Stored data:
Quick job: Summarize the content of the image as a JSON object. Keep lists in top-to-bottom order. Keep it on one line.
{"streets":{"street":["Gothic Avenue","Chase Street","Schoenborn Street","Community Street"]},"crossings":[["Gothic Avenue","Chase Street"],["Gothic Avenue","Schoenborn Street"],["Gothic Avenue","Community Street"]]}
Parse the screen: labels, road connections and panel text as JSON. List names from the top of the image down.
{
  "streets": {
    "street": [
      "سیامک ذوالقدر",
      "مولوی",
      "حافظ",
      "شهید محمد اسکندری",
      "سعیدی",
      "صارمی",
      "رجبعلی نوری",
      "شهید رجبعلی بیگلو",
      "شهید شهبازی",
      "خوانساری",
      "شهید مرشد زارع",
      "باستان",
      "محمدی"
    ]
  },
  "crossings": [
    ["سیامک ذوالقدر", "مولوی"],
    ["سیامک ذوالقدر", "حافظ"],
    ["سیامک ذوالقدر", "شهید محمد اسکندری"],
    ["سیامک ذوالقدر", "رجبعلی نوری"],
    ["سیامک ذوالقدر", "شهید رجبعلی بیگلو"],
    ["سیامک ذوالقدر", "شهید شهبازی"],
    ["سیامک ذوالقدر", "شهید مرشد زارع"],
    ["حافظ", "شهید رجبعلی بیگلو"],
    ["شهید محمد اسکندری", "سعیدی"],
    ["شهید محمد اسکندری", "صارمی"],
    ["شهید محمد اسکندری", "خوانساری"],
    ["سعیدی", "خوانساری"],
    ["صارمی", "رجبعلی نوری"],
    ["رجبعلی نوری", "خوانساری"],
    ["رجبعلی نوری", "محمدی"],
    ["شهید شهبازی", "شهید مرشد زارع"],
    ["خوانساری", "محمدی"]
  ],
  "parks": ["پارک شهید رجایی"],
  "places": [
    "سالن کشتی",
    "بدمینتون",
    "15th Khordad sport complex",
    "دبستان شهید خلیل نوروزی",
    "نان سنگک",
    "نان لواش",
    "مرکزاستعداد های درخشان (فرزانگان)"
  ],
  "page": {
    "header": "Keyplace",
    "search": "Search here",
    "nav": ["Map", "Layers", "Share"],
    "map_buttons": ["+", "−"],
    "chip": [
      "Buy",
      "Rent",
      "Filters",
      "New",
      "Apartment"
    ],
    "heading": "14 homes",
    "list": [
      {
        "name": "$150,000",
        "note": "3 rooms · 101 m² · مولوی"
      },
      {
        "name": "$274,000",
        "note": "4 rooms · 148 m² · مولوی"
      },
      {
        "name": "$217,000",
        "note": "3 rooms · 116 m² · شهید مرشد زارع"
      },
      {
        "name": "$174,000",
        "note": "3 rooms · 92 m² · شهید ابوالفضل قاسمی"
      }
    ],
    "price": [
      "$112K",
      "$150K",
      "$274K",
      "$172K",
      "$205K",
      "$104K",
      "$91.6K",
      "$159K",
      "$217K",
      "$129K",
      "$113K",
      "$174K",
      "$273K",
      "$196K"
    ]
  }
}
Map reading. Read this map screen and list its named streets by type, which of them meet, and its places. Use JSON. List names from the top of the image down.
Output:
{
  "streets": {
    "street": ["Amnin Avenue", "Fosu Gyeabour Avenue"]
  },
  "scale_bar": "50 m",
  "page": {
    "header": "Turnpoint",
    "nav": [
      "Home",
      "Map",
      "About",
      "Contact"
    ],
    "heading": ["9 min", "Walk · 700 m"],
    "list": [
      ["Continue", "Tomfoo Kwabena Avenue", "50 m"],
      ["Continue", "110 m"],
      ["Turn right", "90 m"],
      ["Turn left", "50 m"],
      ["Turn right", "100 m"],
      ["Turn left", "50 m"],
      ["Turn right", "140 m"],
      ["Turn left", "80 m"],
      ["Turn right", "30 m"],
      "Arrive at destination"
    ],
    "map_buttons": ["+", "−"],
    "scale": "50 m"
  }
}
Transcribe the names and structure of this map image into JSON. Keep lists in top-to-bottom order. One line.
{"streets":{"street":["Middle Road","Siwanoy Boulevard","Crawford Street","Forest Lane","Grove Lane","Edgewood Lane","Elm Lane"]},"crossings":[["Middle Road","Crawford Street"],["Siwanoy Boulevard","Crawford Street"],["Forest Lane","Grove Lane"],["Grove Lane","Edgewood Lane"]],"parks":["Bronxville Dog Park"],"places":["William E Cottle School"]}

PROBLEM TO SOLVE: Each line of the entries that contains the word "مرشد" should be listed.

EXERCISE SOLUTION:
      "شهید مرشد زارع",
    ["سیامک ذوالقدر", "شهید مرشد زارع"],
    ["شهید شهبازی", "شهید مرشد زارع"],
        "note": "3 rooms · 116 m² · شهید مرشد زارع"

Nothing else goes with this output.